Seagate / cortx-ha

CORTX ha (High-Availability) is responsible for ensuring that CORTX Solution is available in case of any hardware component or software service failures. It takes care of failover/ failback control flow for affected services and stabilizes them across CORTX cluster.
https://github.com/Seagate/cortx
GNU Affero General Public License v3.0
4 stars 45 forks source link

Cortx-27961: [ConfStore search API] Use COMPONENT_RGW instead of SERVICE_S3_HAPROXY to identify server pods #668

Closed Madhura-08 closed 2 years ago

Madhura-08 commented 2 years ago

Problem Statement

HA is not able to detect events for server nodes because monitor service requires list of ids(machine-ids) that can be monitored. List does not contain server node machine-ids because there is a change in cluster.conf. Previously, cluster.conf has ha-proxy service listed which was used to identify server pods.
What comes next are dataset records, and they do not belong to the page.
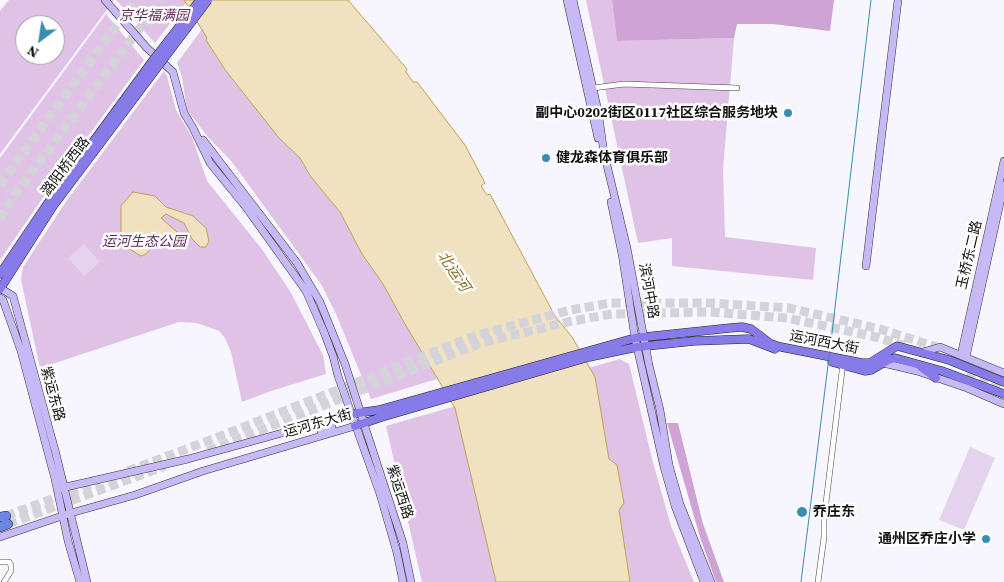 <!DOCTYPE html>
<meta charset="utf-8">
<style>
body{margin:0}
#map{position:relative;width:1004px;height:582px;overflow:hidden;background:#f7f5fe;font-family:"Source Serif 4",serif}
canvas{display:block}
.north{position:absolute;left:15px;top:15px;width:50px;height:50px;box-sizing:border-box;background:#fff;border:1px solid #a0a0a0;border-radius:50%;rotate:211deg;font-size:14px;font-weight:700;line-height:20px;text-align:center;color:#111}
.north::after{content:'';display:block;margin:auto;width:18px;height:22px;background:#388db1;clip-path:polygon(50% 0,100% 100%,50% 72%,0 100%)}
</style>
<div id="map">
<canvas width="1004" height="582"></canvas>
<div class="north">N</div>
</div>
<script>
const c = document.querySelector('canvas').getContext('2d');
c.lineJoin = 'round';
function paint(path, color) {
  c.fillStyle = color;
  c.fill(path, 'evenodd');
}
function poly(rows) {
  const path = new Path2D();
  for (const r of rows) {
    path.moveTo(r[0], r[1]);
    for (let i = 2; i < r.length; i += 2) path.lineTo(r[i], r[i + 1]);
  }
  return path;
}
function trace(path, color, width, dash) {
  c.strokeStyle = color;
  c.lineWidth = width;
  c.lineCap = dash ? 'butt' : 'round';
  c.setLineDash(dash || []);
  c.stroke(path);
}
function write(font, color, halo, rows, align = 'center') {
  c.font = font + ' "Source Serif 4","Noto Sans SC",serif';
  c.lineWidth = 5;
  c.setLineDash([]);
  c.textBaseline = 'middle';
  c.strokeStyle = halo;
  c.fillStyle = color;
  for (const [text, x, y, turn = 0] of rows) {
    c.save();
    c.translate(x, y);
    c.rotate((+turn || 0) * Math.PI / 180);
    c.textAlign = isNaN(turn) ? turn : align;
    if (halo) c.strokeText(text, 0, 0);
    c.fillText(text, 0, 0);
    c.restore();
  }
}
paint(poly([
 [9,0,114,0,0,154,0,11],
 [25,25,55,25,55,55,25,55],
 [116,0,188,0,155,43],
 [586,0,612,0,617,41,734,38,723,169,725,237,816,248,813,280,672,266,672,238,638,243],
 [106,14,144,60,44,196,0,260,0,158],
 [202,29,207,38,206,40,226,71,245,96,262,115,279,138,300,158,311,177,340,212,362,254,383,284,437,379,371,399,336,314,321,284,232,162,208,137,187,110,182,77,177,63],
 [164,71,167,76,176,110,192,137,207,181,261,248,290,291,323,355,326,374,271,391,242,402,231,352,225,338,219,331,197,323,179,322,40,368,21,280,23,267,65,203],
 [620,359,629,364,652,459,671,526,694,582,422,582,386,426]
]), '#dfc2e5');
paint(poly([
 [612,0,834,0,830,31,773,24,737,24,734,38,617,41],
 [667,423,678,423,703,524,724,582,716,582,700,537]
]), '#cfa3d4');
paint(poly([
 [84,244,100,262,84,276,68,258],
 [970,447,995,458,964,530,939,520]
]), '#e5d3ee');
const water = poly([
 [184,0,348,0,407,69,406,72,413,82,417,82,465,145,485,183,481,186,487,195,490,194,555,316,572,337,595,377,609,459,617,465,624,503,619,510,630,582,496,582,455,408,405,324,383,284,362,254,340,212,311,177,300,158,279,138,226,71,206,40,207,38,184,0],
 [133,192,155,196,166,207,193,216,206,228,209,241,206,247,200,247,192,239,184,223,166,214,161,218,178,233,175,236,159,239,150,236,145,236,145,242,150,249,146,254,141,256,123,245,127,242,121,235,121,206,133,192]
]);
paint(water, '#f0e2c0');
trace(water, '#bea24f', 1);
trace(poly([
 [0,185,135,0],
 [0,219,13,197,161,0],
 [987,368,1004,378],
 [968,371,1004,390],
 [208,451,481,343,572,321,612,314,710,312,787,318,876,337,905,346],
 [128,471,213,439,477,335,570,310,611,303,710,303,789,308,880,329,943,349],
 [6,516,100,481],
 [8,524,165,466]
]), '#d4d3da', 9, [9, 4.5]);
const street = poly([
 [593,88,624,84,737,88],
 [0,562,9,562,11,565,11,571,4,582],
 [818,582,824,537,824,519,843,363]
]);
const secondary = poly([
 [105,0,147,48,173,72,184,113,193,128,210,163,245,206,306,291,324,332,333,356,338,376,380,494,397,553,403,582],
 [567,0,598,138],
 [573,0,598,111,604,153,627,248,649,365,660,410,669,465,680,504,711,582],
 [203,140,297,263,320,302,345,364,369,439,403,543,411,582],
 [611,202,622,254,635,338,664,467,675,506,704,582],
 [866,266,898,0],
 [0,288,13,296,56,454,87,582],
 [0,298,3,300,21,351,55,479,68,541,80,582],
 [923,352,940,347,1004,373],
 [961,355,1004,161],
 [966,357,1004,185],
 [883,363,917,371,967,388,1004,404],
 [321,432,330,429,332,427,330,422,327,420],
 [57,489,188,459,351,414],
 [0,537,71,513,135,495,203,471,355,426]
]);
const primary = poly([
 [0,274,48,203,154,59],
 [0,289,53,206,159,65],
 [832,362,865,371,871,370,888,360,895,358,942,371,1004,394],
 [921,367,936,378],
 [351,414,379,410,635,338,730,328,742,327,751,329,771,344,781,347,862,363,870,363,897,346,949,360,1004,382],
 [355,426,382,417,589,357,637,347,694,341,749,339,775,349]
]);
const highway = poly([
 [0,517,6,516],
 [0,527,8,524]
]);
trace(street, '#444', 6);
trace(secondary, '#333', 8);
trace(primary, '#222', 9);
trace(highway, '#222', 10);
trace(street, '#fff', 5);
trace(secondary, '#c7b9f6', 7);
trace(primary, '#867be8', 8);
trace(highway, '#6e85e3', 9);
trace(poly([
 [801,582,832,333,871,0]
]), '#388db1', 1);
const primaryBridge = poly([
 [154,59,200,0],
 [159,65,208,0]
]);
trace(primaryBridge, '#222', 9, []);
trace(primaryBridge, '#867be8', 8);
for (const [x, y, r, color] of [
 [788,113,5,"#388db1"],
 [546,158,5,"#388db1"],
 [802,512,6,"#388db1"],
 [986,539,5,"#388db1"]
]) {
  const dot = new Path2D();
  dot.arc(x, y, r, 0, 2 * Math.PI);
  c.fillStyle = color;
  c.fill(dot);
  trace(dot, '#fff', 2);
}
write('italic 14px', '#61285a', '#fff', [
 ["京华福满园",154,16],
 ["运河生态公园",144,242]
]);
write('bold 14px', '#111', '#fff', [
 ["副中心0202街区0117社区综合服务地块",778,113],
 ["健龙森体育俱乐部",556,158,"left"],
 ["乔庄东",813,512,"left"],
 ["通州区乔庄小学",976,539]
], 'right');
write('14px', '#111', '#fff', [
 ["潞阳桥西路",66,167,-53],
 ["玉桥东二路",970,255,-77],
 ["滨河中路",648,291,80],
 ["运河西大街",824,343,11],
 ["紫运东路",52,394,75],
 ["运河东大街",318,424,-16],
 ["紫运西路",399,492,72]
]);
write('italic 15px', '#877226', '#fff', [
 ["北运河",453,272,56]
]);
</script>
But, now, s3 is replaced by rgw now and there will not be any services in rgw as of now. https://jts.seagate.com/browse/CORTX-27961

Design

Use COMPONENT_RGW constant defined in cortx-utils to identify server pod. server pod config will be like this: 9f4033f2f0304859b175ae9680c28a8d: cluster_id: 1a3acac8233d425c8dbfad522a99feca components:

Coding

Testing

Review Checklist

Review Checklist

Documentation

Checklist for Author

Testing details:

Testing is performed on Kanchan's setup where latest cluster.conf changes are present.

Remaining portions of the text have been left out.